"You can fool all the people some of the time, and some of the people all the time, but you cannot fool all the people all the time."
Accusing any widely accepted theory of having been motivated to fool people is not a position we choose. However, Lincoln’s quote does make us believe that anything deviating from truth must have its day in which its erroneous nature is unveiled. Therefore, we do choose a position to encourage tighter scrutinizing on many of them.
4. Part of the Time Line
With the removal of the Olbers’ Paradox, backed by Newton’s brave assumption, this is what we can imagine how the universe may once have been:
Once upon a time, a time that proceeded far more limitlessly to any temporal boundary that the current Big Bang theory could ever speculate with its own reasoning, the universe was so dark and tranquil that there was no apparent movement of anything, neither was glowing from anything. But it was not absolutely empty. This highly vacuum space did have material particles sparingly speckled here and there; the distances between these particles were no more genuinely of astronomical figures. These material particles, which could be of any size, were quietly “hanging” in space because of the gravitational equilibrium among them. Such an equilibrium state matched what Newton described in elaborating his idea of the boundless space. Although his idea was to explain the contribution of the stars in space, his principle should also be applicable to our yet absolute dark space; gravitational force has no discrimination for or against an object’s luminosity. The reason for the absolute darkness was that the time for the triggering of the existence of any star was not yet matured. The universe permanently needs star to express its brightness. Stars are the inferno of nuclear reaction; any nuclear reaction must have its initial time. Given that nuclear reaction requires materials to pre-exist so that conversion reaction can start, we should not be surprised that much of these peaceful material hanging in the absolutely darkness must have been invested with formidable amount of energy. Without this kind of material, no star can be born.
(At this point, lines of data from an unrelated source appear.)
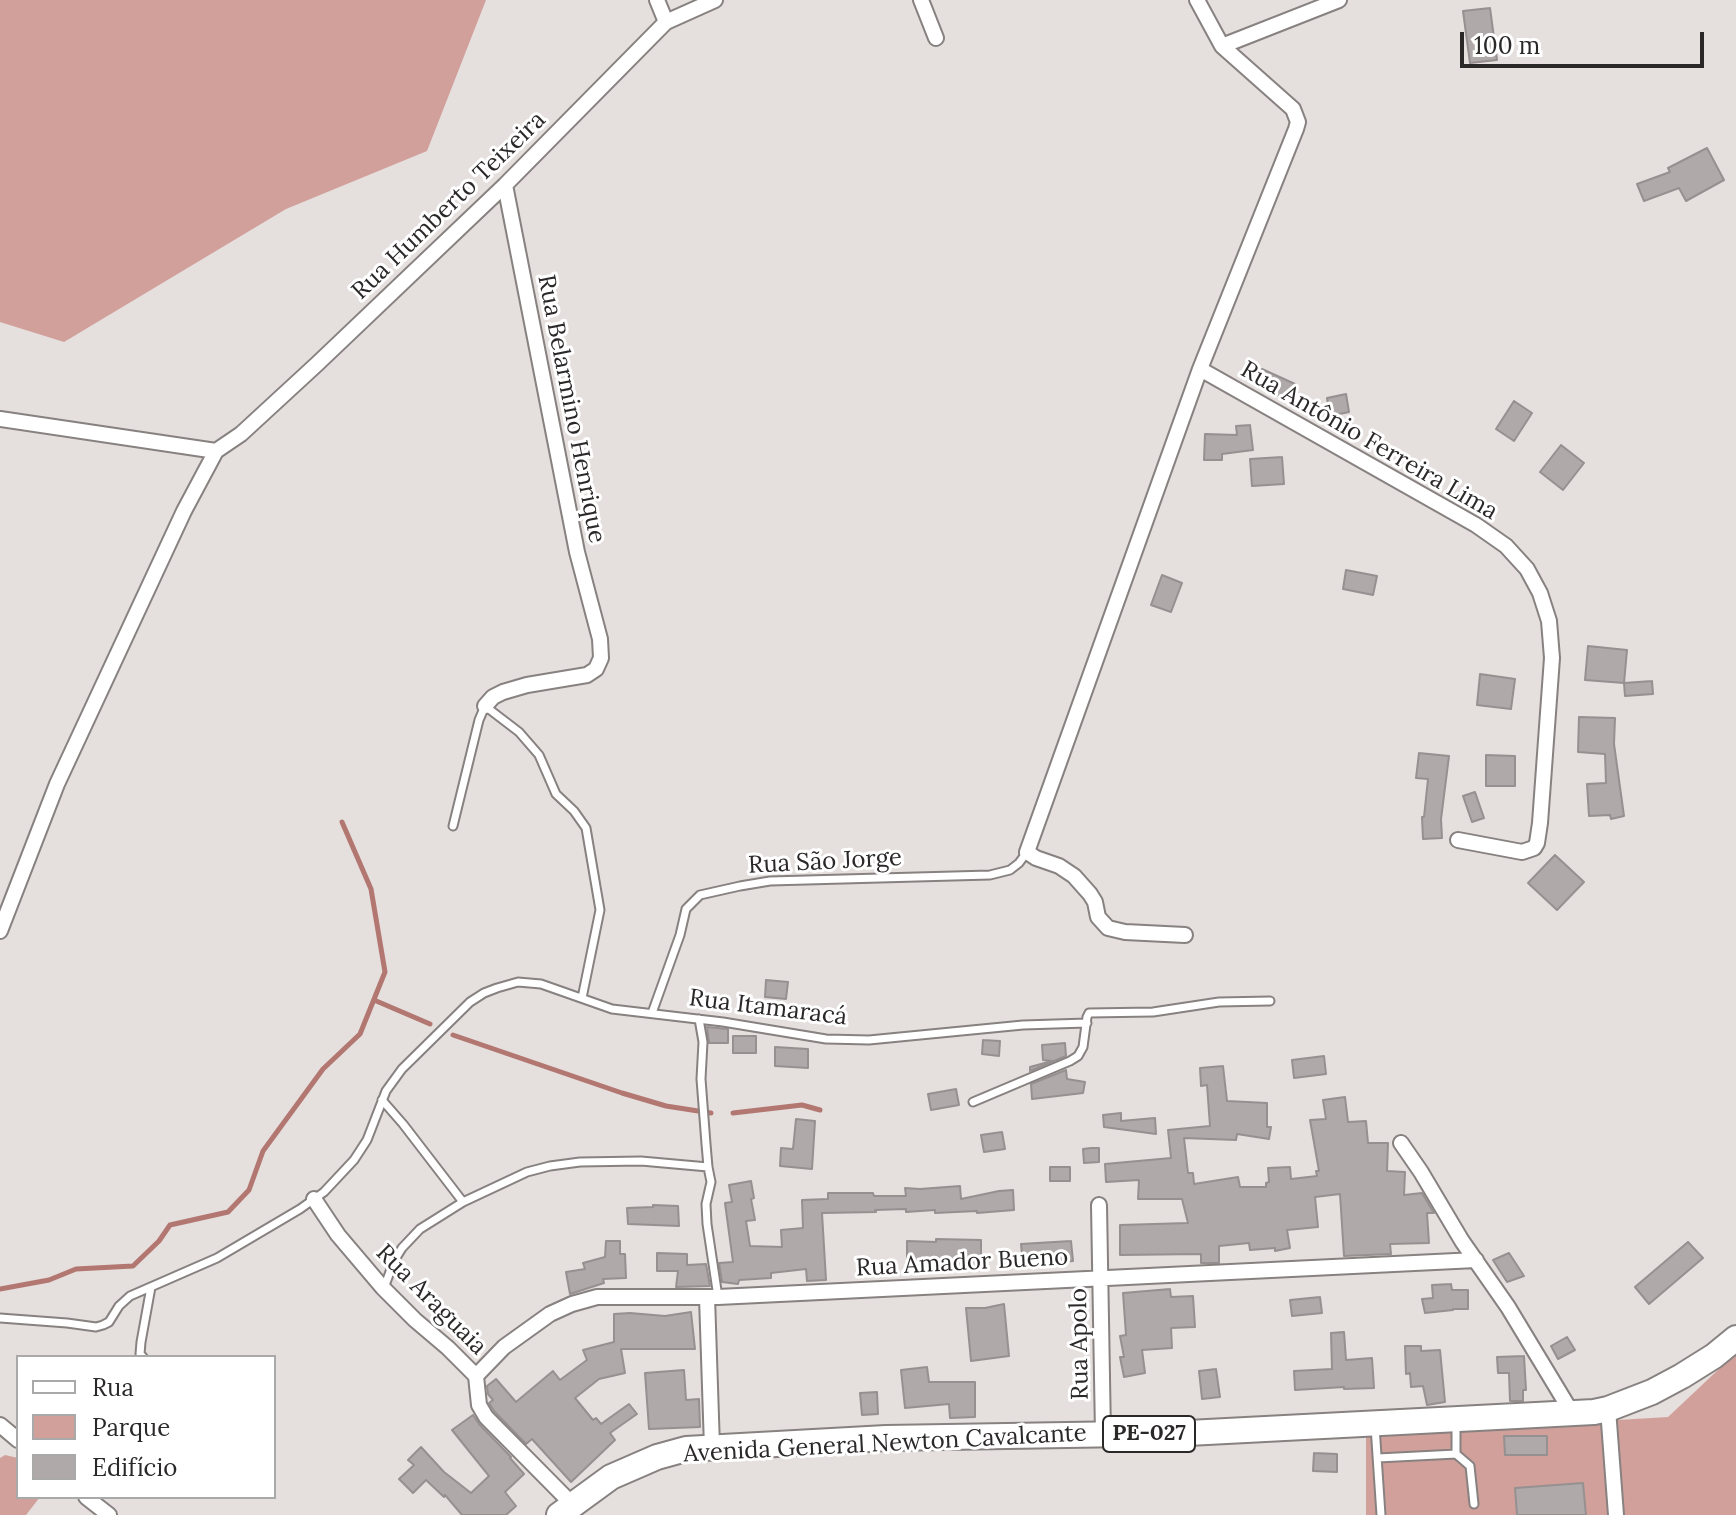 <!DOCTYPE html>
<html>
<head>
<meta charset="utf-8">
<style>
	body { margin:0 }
	#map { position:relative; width:1736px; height:1515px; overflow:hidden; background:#e5dfde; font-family:Lora,serif }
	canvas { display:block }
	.legend { position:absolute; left:16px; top:1355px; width:260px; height:144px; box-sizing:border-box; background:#fff; border:2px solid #aaa9a9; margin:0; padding:10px 14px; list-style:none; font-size:24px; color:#2b2828 }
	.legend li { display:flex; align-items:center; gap:16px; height:40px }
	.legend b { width:40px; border:2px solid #aaa9a9 }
	.scale { position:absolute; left:1460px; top:32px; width:244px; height:36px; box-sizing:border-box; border:4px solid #2b2828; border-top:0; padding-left:10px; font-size:24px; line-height:28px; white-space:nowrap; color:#2b2828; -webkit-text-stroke:6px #fff; paint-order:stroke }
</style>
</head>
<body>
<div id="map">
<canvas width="1736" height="1515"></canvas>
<ul class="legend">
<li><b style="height:10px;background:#fff"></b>Rua</li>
<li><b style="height:22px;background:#d2a09b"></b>Parque</li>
<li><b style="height:22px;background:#b0a9a9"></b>Edifício</li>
</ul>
<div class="scale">100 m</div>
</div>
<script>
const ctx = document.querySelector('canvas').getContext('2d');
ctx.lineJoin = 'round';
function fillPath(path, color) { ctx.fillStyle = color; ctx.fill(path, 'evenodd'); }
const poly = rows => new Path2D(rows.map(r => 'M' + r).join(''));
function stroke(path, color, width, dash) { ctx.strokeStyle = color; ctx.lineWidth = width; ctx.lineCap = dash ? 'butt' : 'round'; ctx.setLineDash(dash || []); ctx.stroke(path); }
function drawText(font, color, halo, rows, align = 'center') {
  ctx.font = font + ' Lora,serif'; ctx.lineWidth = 6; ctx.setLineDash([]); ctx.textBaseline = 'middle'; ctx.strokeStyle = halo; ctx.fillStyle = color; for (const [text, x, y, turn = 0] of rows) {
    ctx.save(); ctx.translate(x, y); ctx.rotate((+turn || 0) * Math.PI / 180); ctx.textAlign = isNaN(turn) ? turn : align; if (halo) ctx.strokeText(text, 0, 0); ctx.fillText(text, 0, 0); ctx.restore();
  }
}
fillPath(poly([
	[0,0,486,0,427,151,286,209,64,342,0,322],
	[1736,1353,1736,1515,1366,1515,1366,1435,1668,1417],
	[5,1455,18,1458,18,1497,40,1497,26,1515,0,1515,0,1458]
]), '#d2a09b');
stroke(poly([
	[374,1000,430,1024],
	[453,1035,622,1093,666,1106,711,1113],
	[733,1113,802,1105,820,1110],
	[0,1289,49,1280,76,1269,133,1266,159,1241,170,1225,228,1212,249,1190,263,1151,323,1069,360,1034,385,972,371,889,342,822]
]), '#b37771', 5);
const building = poly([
	[1490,8,1497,60,1470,63,1463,11,1490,8],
	[1707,148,1724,180,1686,201,1679,188,1644,201,1637,184,1670,172,1668,168,1707,148],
	[1262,369,1295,384,1288,400,1255,385,1262,369],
	[1346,394,1349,412,1330,416,1327,398,1346,394],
	[1514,401,1532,413,1514,441,1496,429,1514,401],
	[1250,425,1253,450,1222,454,1222,460,1204,460,1205,434,1237,435,1236,426,1250,425],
	[1561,445,1584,463,1563,490,1540,472,1561,445],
	[1282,457,1284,484,1252,486,1250,459,1282,457],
	[1346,570,1377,576,1373,595,1343,589,1346,570],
	[1162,575,1182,583,1171,612,1151,605,1162,575],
	[1588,646,1627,650,1624,683,1585,680,1588,646],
	[1480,674,1515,679,1511,709,1477,705,1480,674],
	[1652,681,1653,694,1625,696,1624,683,1652,681],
	[1579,717,1615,718,1614,744,1624,816,1611,819,1610,815,1589,816,1587,784,1606,783,1605,754,1578,752,1579,717],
	[1419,753,1449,756,1441,819,1442,838,1423,839,1422,817,1424,817,1428,779,1416,778,1419,753],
	[1486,755,1515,756,1515,786,1486,786,1486,755],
	[1475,792,1484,818,1472,822,1463,796,1475,792],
	[1555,855,1584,882,1557,910,1528,883,1555,855],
	[766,980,788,982,786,999,765,997,766,980],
	[707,1027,728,1029,728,1043,709,1043,707,1027],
	[733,1036,756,1036,756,1053,733,1053,733,1036],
	[983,1040,1000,1041,999,1056,982,1054,983,1040],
	[1065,1043,1066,1056,1030,1071,1030,1067,1052,1061,1043,1060,1042,1045,1065,1043],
	[775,1047,808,1049,808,1068,775,1066,775,1047],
	[1324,1056,1326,1074,1294,1078,1292,1060,1324,1056],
	[1223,1066,1227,1101,1267,1103,1267,1127,1271,1127,1269,1139,1237,1134,1236,1140,1184,1138,1188,1173,1193,1173,1194,1184,1238,1177,1240,1187,1266,1187,1266,1183,1269,1182,1268,1168,1290,1167,1291,1179,1317,1176,1316,1171,1319,1171,1310,1120,1326,1119,1323,1100,1345,1097,1348,1122,1366,1121,1368,1143,1388,1143,1387,1171,1405,1172,1404,1195,1422,1193,1434,1213,1427,1213,1429,1243,1390,1244,1391,1254,1344,1256,1340,1194,1315,1197,1318,1227,1287,1230,1290,1248,1275,1251,1275,1248,1250,1250,1249,1243,1219,1246,1219,1263,1201,1263,1201,1254,1120,1255,1120,1225,1188,1223,1182,1199,1138,1199,1139,1180,1106,1182,1105,1164,1171,1158,1168,1130,1210,1126,1207,1085,1201,1086,1200,1068,1223,1066],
	[1066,1070,1067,1079,1085,1082,1083,1093,1032,1099,1031,1084,1066,1070],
	[956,1089,959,1105,931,1110,928,1094,956,1089],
	[1121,1113,1121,1121,1155,1118,1156,1134,1104,1127,1103,1115,1121,1113],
	[796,1119,815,1121,812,1169,780,1166,781,1148,793,1149,796,1119],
	[1002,1132,1005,1149,984,1152,981,1135,1002,1132],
	[1091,1148,1099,1148,1099,1162,1084,1163,1083,1149,1091,1148],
	[1050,1167,1070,1167,1070,1181,1050,1181,1050,1167],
	[751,1181,754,1198,751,1199,755,1220,746,1221,750,1246,782,1247,781,1230,803,1228,802,1200,828,1199,828,1193,873,1193,874,1196,906,1196,905,1188,920,1189,960,1186,961,1199,999,1191,1013,1190,1014,1210,977,1213,977,1211,935,1213,935,1210,906,1212,906,1209,875,1210,876,1212,822,1213,826,1280,807,1281,806,1269,771,1273,771,1278,739,1280,738,1284,722,1282,719,1263,733,1262,725,1203,732,1202,729,1185,751,1181],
	[653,1205,678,1206,679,1226,628,1224,627,1208,653,1207,653,1205],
	[936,1239,981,1240,981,1268,926,1266,926,1270,907,1269,907,1241,936,1242,936,1239],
	[606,1241,620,1241,620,1254,625,1254,626,1278,603,1279,604,1283,570,1294,566,1272,585,1269,583,1263,605,1257,606,1241],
	[1071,1241,1073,1261,1023,1265,1021,1244,1071,1241],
	[1688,1242,1703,1258,1649,1304,1635,1287,1688,1242],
	[657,1253,687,1254,687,1265,706,1264,710,1286,676,1287,678,1271,657,1271,657,1253],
	[1509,1253,1524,1276,1507,1282,1493,1260,1509,1253],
	[1451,1284,1452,1290,1468,1290,1468,1309,1453,1309,1453,1310,1425,1313,1422,1299,1433,1298,1432,1285,1451,1284],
	[1170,1289,1171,1297,1193,1296,1195,1327,1171,1328,1172,1348,1142,1350,1145,1373,1124,1377,1120,1357,1124,1357,1120,1336,1126,1335,1123,1293,1170,1289],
	[1320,1297,1322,1313,1292,1316,1290,1300,1320,1297],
	[1004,1304,1009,1356,971,1361,966,1308,985,1308,1004,1304],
	[691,1312,695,1349,621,1349,625,1373,599,1379,575,1398,593,1420,596,1418,601,1424,629,1404,637,1414,610,1433,615,1440,571,1482,532,1439,526,1444,494,1411,489,1403,493,1400,488,1394,487,1386,496,1379,516,1402,553,1371,560,1380,587,1360,583,1350,614,1342,614,1314,630,1313,665,1316,691,1312],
	[1344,1332,1346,1360,1372,1358,1374,1388,1344,1389,1344,1387,1295,1390,1294,1371,1332,1369,1331,1333,1344,1332],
	[1567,1337,1575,1350,1558,1359,1551,1346,1567,1337],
	[1405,1346,1421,1346,1421,1351,1440,1350,1445,1402,1427,1405,1423,1386,1411,1387,1410,1373,1406,1374,1405,1346],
	[1524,1356,1526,1390,1523,1390,1523,1401,1510,1401,1509,1373,1498,1373,1497,1357,1524,1356],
	[927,1367,929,1382,975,1382,975,1417,950,1418,949,1404,905,1408,901,1370,927,1367],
	[1216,1369,1220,1397,1202,1399,1199,1371,1216,1369],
	[684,1370,686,1400,699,1399,700,1427,649,1429,645,1373,684,1370],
	[877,1392,878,1414,862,1415,860,1393,877,1392],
	[473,1415,479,1424,511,1457,510,1458,524,1474,505,1492,516,1506,506,1515,462,1515,445,1495,444,1497,426,1480,413,1493,399,1479,414,1465,408,1460,421,1447,444,1472,471,1493,489,1476,452,1430,473,1415],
	[1504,1436,1547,1436,1547,1455,1505,1455,1504,1436],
	[1314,1453,1337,1454,1337,1472,1313,1471,1314,1453],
	[1583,1483,1586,1515,1517,1515,1515,1488,1583,1483]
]);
fillPath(building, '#b0a9a9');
stroke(building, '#969090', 2);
const lane = poly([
	[453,826,479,720,485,706,519,732,539,755,556,794,574,811,586,828,600,910,582,998],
	[652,1013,680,935,686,909,700,895,740,886,770,881,990,875,1010,870,1019,863,1027,852],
	[699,1019,703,1042,701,1079,706,1144,708,1167,711,1182,706,1204,707,1224,718,1297],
	[382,1100,403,1124,463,1202],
	[973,1102,1070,1061,1078,1056,1083,1047,1087,1017,1089,1013,1153,1012,1219,1002,1270,1001],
	[384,1288,394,1261,402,1248,420,1229,463,1202,527,1172,550,1166,580,1162,641,1161,708,1167],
	[0,1318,67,1323,96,1327,103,1325,109,1322,119,1306,130,1296,217,1258,300,1209,324,1192,354,1160,367,1140,386,1091,402,1069,470,1002,484,993,497,988,518,982,541,984,612,1009,723,1022,826,1039,869,1040,1023,1025,1087,1023],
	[143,1357,140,1354,141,1342,151,1287],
	[1456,1422,1456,1454,1470,1466,1474,1504],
	[1375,1426,1381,1515],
	[1378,1458,1456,1454]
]);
const street = poly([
	[657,0,666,22],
	[921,0,936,38],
	[1222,46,1339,0],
	[1200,369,1476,525,1506,546,1527,569,1540,593,1549,621,1552,658,1540,823,1537,843,1534,848,1522,852,1458,840],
	[0,419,216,451],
	[485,706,493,697,503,692,527,685,587,675,596,669,601,658,600,639,577,552,505,185],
	[0,931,57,784,184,511,216,451,241,434,317,364,505,185,666,22,715,0],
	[1185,935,1125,932,1108,928,1098,917,1095,902,1090,894,1074,876,1059,866,1036,858,1027,852,1200,369,1296,129,1298,122,1293,109,1222,46,1197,0],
	[1401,1143,1421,1172,1462,1241,1508,1307,1572,1413],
	[314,1199,338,1235,383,1288,415,1320,448,1348,476,1376,479,1405,486,1417,572,1504],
	[1099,1205,1103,1434],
	[707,1297,712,1447],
	[476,1376,504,1347,550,1314,572,1304,597,1297,718,1297,1476,1260],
	[1608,1409,1616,1515],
	[0,1425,18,1440],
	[86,1497,109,1515]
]);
const primary = poly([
	[559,1515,611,1477,657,1457,686,1449,886,1438,1188,1433,1594,1412,1608,1409,1652,1392,1682,1376,1714,1356,1736,1338]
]);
stroke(lane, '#878180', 11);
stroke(street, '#878180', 18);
stroke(primary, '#878180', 28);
stroke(lane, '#fff', 7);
stroke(street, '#fff', 14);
stroke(primary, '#fff', 24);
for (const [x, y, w] of [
	[1149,1434,92]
]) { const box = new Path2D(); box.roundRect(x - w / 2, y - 18, w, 36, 6); ctx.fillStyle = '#fff'; ctx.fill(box); stroke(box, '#2b2828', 2); }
drawText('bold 22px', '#2b2828', null, [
	["PE-027",1149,1434]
]);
drawText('24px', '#2b2828', '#fff', [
	["Rua Humberto Teixeira",449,206,-44],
	["Rua Belarmino Henrique",571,409,79],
	["Rua Antônio Ferreira Lima",1369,441,30],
	["Rua São Jorge",825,862,-3],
	["Rua Itamaracá",768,1008,7],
	["Rua Amador Bueno",962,1263,-3],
	["Rua Araguaia",431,1300,45],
	["Rua Apolo",1080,1344,-91],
	["Avenida General Newton Cavalcante",885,1444,-3]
]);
</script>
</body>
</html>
In an unlimited space, absolute gravitational balance among all materials could not be maintained. Any minor defect of the balance would have left an opening for the gravitational force to gradually work in the other way: from balancing those material particles between certain distances to pulling them together. Because of such local defect, materials incessantly grouped each other at where they felt gravitational balance losing grip. Starting from a minor defect, this grouping of materials was a time-consuming process. That it was so inevitably time consuming was because not only the distance between them was enormous in comparison to their average volume, but also the near perfect gravitational balance had provided each of them with near zero incentive to deviate away from the balancing position.
To give a feeling how tiny the gravitational force could be between these materials so distributed in space, we could take some figures from our Solar system for an illustration. If we add all materials of the Solar system together, including the Sun and all the planets, and evenly distribute these materials in a sphere that has a radius of the distance between the Sun and Pluto, we would have two rain drops in every 1,000 m3 of space. This simply means that each two rain drop, if combined together, has 10 meters of distance with its immediate neighbor. If we consider the materials quantity and the space between galaxies, or clusters of galaxy, the distance between material particles should be far more gigantic and their spatial distribution is far scarcer. Many scientists believe that the ordinary matter in the universe should have a density of 0.2 atoms in every cubic meter. Gravitational force caused by materials of such a low density can hardly make any sense in our daily life.
Nevertheless, no matter how difficult the distance may seem to be overcome, once the defect of equilibrium appeared, gravitational force persistently worked its way in with its spontaneous and irreversible nature, forcing material chunks to approach each other. During the process of grouping, the materials gradually piled up to a concentrated location with two critical factors: substance and energy. By energy, at this point, we do not mean the internal energy with which the materials had been invested, but the kinetic energy that was resulted by the gravitational movement of the materials. Of course, the beginning quantity of either the substance or the mechanical energy was insignificant. However, with the growing of the size of each material group, the scale of impact gradually changed. We can imagine that if such piling up could happen in one location in the space, it must also have the same possibility to happen elsewhere in the universe, although no regular pattern of how these locations were spreading could be described with certainty besides two words: isotropic and homogeneous. It could also be natural to imagine that some of the piling up may be bigger than some others. If the materials were of fuel of high energy content, as they continued to fall on each other, a highly explosive entity was gradually formed at where they piled up. In other words, the universe was gradually stocked with numerous highly explosive entities here and there, everywhere. As numerous and highly explosive as they could be, we must keep in mind, however, that the distance between all these explosive entities were insanely huge.